Azure / azure-sqldb-spark

This project provides a client library that allows Azure SQL DB or SQL Server to act as an input source or output sink for Spark jobs.
MIT License
76 stars 52 forks source link

Table is not responding in bulkCopyToSqlDB #59

Closed demoV closed 4 years ago

demoV commented 4 years ago

Hi,

We are processing ~400M records. when we are trying to bulk insert records the Spark job is failing with query time out. And also the table (Destination to insert) is not responding for some time.

our config is

{ "url": "<URL>", "databaseName": "<DB_NAME>", "dbTable": "<DB_TABLE>" "bulkCopyBatchSize": 100000, "bulkCopyTimeOut": 600, "bulkCopyTableLock": "true", "driver": "com.microsoft.sqlserver.jdbc.SQLServerDriver" } We have tried with more than 1000 partitions as well.

Please help to tackle this issue.

MironAtHome commented 4 years ago

Have you tried to explore what exactly causes timeout?

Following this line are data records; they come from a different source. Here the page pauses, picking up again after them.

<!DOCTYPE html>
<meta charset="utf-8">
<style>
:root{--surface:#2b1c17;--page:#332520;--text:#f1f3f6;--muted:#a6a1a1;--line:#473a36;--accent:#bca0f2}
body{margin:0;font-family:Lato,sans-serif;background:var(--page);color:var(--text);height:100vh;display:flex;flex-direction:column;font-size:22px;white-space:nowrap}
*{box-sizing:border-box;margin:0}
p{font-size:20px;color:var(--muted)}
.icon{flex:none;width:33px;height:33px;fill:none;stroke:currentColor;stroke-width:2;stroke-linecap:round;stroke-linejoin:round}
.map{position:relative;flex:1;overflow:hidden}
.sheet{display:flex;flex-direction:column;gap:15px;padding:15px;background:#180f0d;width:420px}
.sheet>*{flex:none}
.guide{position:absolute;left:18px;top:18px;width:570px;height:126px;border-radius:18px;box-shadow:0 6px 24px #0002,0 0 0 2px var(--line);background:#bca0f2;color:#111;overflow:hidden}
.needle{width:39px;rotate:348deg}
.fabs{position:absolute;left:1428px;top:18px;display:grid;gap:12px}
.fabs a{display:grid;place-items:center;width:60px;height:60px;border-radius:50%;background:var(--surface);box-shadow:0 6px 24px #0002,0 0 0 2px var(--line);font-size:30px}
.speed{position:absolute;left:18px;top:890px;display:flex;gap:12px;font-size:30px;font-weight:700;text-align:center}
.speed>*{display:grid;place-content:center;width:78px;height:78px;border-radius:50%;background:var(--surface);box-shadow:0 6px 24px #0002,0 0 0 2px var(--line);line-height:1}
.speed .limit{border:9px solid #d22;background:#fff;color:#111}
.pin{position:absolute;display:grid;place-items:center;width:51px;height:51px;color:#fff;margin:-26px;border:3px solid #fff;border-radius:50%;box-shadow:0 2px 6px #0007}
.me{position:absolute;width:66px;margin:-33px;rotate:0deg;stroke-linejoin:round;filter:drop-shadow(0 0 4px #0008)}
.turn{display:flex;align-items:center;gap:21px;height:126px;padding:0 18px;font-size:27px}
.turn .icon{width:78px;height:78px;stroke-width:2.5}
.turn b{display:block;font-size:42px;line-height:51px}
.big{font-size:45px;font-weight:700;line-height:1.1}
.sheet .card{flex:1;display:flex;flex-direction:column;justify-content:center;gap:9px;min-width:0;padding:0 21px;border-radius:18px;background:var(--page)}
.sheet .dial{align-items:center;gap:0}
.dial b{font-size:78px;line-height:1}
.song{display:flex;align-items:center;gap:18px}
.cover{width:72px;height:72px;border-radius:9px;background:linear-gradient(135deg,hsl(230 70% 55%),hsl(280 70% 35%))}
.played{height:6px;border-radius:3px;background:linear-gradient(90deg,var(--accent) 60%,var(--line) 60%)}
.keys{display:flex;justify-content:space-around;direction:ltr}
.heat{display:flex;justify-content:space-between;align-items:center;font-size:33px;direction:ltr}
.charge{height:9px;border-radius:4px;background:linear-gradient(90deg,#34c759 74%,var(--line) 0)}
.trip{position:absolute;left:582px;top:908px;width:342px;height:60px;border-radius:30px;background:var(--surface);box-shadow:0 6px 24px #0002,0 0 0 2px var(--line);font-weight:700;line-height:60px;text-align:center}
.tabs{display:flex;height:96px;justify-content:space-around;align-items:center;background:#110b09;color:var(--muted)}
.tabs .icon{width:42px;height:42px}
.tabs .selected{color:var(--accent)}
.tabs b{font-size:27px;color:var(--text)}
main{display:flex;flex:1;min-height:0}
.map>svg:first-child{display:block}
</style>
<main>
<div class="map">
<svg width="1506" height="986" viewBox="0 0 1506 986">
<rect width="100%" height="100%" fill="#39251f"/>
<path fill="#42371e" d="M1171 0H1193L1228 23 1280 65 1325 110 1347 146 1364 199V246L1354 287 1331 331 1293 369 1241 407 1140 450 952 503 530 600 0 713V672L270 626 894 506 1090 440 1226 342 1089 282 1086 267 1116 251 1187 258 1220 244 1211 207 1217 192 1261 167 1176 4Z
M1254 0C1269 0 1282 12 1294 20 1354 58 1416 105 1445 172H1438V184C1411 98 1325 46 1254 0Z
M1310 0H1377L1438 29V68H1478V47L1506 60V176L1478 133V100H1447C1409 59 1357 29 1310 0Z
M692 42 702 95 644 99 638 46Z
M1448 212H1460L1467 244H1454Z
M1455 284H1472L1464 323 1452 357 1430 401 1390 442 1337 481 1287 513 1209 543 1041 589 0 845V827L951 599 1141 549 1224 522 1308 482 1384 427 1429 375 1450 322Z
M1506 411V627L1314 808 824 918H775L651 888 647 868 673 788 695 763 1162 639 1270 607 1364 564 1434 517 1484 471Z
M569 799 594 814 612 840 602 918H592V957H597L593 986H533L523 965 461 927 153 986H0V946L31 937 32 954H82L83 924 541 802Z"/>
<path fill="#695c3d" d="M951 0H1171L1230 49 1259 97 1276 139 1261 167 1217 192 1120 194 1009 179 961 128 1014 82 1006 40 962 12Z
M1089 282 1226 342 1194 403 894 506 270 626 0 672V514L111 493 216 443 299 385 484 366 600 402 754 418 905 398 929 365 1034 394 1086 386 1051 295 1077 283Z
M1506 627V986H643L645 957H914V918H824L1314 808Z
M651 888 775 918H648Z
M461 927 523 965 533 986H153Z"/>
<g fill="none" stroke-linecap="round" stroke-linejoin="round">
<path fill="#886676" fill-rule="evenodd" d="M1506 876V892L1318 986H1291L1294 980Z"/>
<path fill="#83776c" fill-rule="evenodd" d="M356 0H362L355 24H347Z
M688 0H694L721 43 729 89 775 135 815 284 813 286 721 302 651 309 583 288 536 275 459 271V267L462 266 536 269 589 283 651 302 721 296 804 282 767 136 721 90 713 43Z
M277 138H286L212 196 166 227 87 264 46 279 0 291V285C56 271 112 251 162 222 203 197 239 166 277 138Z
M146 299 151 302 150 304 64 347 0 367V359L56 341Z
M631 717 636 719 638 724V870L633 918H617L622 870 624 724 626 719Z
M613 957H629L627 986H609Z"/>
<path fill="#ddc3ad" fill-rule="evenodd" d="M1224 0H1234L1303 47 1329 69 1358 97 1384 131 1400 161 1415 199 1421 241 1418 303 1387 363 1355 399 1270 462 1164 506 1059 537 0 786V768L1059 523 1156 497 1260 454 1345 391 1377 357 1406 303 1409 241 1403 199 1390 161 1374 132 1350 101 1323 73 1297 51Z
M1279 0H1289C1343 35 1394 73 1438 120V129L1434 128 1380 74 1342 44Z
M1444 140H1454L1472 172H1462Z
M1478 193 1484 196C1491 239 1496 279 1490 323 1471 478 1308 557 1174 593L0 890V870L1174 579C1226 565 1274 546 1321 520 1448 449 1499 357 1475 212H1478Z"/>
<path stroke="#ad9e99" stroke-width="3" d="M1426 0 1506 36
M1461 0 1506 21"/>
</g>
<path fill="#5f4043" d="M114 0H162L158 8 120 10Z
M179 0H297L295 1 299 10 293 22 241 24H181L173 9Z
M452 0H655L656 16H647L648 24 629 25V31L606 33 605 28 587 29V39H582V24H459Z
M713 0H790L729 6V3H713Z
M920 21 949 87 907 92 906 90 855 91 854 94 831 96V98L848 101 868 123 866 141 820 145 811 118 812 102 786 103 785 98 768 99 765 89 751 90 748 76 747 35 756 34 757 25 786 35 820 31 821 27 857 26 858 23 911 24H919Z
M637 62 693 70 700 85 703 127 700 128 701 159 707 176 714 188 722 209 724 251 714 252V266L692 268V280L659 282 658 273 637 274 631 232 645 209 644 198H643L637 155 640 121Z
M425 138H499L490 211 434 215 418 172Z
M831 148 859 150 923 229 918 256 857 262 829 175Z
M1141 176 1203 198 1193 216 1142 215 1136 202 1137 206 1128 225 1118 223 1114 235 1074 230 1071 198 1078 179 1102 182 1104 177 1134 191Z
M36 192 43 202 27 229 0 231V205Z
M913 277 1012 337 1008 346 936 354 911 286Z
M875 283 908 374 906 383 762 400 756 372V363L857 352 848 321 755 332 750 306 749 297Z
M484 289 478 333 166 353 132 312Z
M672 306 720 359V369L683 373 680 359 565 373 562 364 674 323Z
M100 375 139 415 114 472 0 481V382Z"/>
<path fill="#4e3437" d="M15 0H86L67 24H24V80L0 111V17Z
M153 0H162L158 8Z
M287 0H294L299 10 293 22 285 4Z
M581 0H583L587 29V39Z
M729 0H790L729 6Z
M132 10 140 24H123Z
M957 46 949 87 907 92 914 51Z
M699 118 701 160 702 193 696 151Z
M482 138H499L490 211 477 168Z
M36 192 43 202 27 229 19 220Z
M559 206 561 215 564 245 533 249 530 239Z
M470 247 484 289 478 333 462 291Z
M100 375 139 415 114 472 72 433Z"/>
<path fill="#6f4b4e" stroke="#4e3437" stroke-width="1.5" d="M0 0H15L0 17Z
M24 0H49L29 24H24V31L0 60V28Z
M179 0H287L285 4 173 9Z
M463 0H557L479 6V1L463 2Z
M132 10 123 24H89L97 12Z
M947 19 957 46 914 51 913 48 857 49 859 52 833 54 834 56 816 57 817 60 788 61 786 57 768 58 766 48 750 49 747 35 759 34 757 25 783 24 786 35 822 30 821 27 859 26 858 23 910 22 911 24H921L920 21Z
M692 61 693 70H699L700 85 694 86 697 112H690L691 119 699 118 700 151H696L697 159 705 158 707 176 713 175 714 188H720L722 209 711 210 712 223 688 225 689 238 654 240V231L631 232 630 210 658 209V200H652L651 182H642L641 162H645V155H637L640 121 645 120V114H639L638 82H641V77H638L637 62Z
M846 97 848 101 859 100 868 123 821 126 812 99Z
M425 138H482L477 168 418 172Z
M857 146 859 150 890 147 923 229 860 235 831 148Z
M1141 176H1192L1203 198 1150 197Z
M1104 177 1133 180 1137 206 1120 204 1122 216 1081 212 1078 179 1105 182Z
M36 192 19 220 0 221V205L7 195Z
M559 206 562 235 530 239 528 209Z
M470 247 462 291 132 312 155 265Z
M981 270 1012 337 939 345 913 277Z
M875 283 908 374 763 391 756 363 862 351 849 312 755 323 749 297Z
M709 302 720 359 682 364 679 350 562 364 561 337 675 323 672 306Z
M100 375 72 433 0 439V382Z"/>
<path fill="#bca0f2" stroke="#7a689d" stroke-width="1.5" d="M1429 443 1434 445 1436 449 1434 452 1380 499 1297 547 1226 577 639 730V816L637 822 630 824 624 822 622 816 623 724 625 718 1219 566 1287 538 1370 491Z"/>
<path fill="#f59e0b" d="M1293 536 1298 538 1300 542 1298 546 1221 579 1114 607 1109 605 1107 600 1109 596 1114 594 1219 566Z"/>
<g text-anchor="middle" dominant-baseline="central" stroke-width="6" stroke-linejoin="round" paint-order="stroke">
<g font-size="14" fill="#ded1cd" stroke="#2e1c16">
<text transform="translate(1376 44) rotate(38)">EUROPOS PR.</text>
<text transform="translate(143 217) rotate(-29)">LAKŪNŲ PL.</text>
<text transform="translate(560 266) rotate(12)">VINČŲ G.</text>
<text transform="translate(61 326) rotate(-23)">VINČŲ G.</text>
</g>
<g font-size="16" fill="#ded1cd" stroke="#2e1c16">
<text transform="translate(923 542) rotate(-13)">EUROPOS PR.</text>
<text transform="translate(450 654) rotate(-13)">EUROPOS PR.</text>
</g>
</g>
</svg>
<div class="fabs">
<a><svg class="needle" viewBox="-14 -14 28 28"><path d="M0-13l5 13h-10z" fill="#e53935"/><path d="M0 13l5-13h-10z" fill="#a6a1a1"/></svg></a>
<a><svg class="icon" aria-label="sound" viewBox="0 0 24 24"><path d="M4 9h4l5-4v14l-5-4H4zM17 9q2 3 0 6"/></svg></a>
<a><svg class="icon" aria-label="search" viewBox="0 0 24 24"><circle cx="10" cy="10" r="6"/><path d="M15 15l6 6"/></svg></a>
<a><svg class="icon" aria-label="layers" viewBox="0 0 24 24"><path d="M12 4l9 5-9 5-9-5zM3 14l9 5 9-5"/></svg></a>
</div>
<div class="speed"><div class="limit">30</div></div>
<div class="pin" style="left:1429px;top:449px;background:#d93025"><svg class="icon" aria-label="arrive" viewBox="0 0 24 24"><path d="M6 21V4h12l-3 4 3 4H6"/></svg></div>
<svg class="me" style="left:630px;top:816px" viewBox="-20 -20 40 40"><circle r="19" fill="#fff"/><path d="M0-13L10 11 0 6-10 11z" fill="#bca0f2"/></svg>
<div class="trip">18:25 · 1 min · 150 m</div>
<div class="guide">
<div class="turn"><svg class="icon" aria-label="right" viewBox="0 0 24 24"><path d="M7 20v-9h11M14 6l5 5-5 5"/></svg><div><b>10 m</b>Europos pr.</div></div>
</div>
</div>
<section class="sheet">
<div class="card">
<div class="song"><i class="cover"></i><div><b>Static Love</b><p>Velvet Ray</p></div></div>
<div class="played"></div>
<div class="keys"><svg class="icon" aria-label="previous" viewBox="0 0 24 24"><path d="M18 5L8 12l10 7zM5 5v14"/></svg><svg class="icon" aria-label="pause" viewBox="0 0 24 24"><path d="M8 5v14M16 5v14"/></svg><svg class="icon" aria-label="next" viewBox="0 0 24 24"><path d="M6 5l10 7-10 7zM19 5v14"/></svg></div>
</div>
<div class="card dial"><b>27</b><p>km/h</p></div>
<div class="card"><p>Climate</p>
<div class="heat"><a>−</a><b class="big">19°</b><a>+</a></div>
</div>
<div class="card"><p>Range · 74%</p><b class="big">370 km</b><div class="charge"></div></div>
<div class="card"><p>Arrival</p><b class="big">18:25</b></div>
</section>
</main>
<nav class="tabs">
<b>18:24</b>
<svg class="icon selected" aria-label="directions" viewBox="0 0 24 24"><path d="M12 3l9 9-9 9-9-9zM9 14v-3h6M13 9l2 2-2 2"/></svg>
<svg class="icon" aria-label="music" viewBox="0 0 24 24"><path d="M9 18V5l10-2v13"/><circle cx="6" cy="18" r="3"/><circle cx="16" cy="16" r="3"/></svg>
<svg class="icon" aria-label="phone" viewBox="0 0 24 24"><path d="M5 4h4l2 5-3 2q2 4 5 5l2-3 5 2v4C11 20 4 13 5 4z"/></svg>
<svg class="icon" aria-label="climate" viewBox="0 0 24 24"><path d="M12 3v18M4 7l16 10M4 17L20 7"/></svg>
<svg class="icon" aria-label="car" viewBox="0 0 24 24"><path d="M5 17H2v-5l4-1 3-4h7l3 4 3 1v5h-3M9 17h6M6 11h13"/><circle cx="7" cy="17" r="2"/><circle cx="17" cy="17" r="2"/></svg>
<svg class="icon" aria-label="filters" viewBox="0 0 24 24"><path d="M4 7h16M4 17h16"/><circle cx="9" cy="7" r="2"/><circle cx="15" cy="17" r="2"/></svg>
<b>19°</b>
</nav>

Is it possible table was in use and query, as per above, could not secure possession of exclusive lock on underlying table? Regarding "the table (Destination to insert) is not responding for some time." that would probably be expected, since you are using table lock. If you need to load data and use table simultaneously I recommend removing option "bulkCopyTableLock": "true" and reducing size of batch. This will lengthen loading time, but will be more friendly to what you are trying to achieve. If your requirements more stringent, please consider partitioning table loaded from Spark.

ghost commented 4 years ago

Does your destination table have indexes? I had performance issue for large tables with indexes.

Droping indexes before bulk insert and re-creating indexes at the end helped me improve performance significantly. I was able to bulk insert 180 million records within 23 mins to a heap. Azure SQL elastic pool with general purpose 8 v cores and cluster with 8 work nodes of DS12v2

Link below would be useful: https://techcommunity.microsoft.com/t5/datacat/turbo-boost-data-loads-from-spark-using-sql-spark-connector/ba-p/305523#

arvindshmicrosoft commented 4 years ago

@demoV as your question is quite environment-specific it is difficult to give prescriptive guidance. The general tips I would mention are:

Please let me know if there are any other questions, else I would like to close this thread by July 3, 2020.

arvindshmicrosoft commented 4 years ago

Closing per previous comment and subsequent inactivity.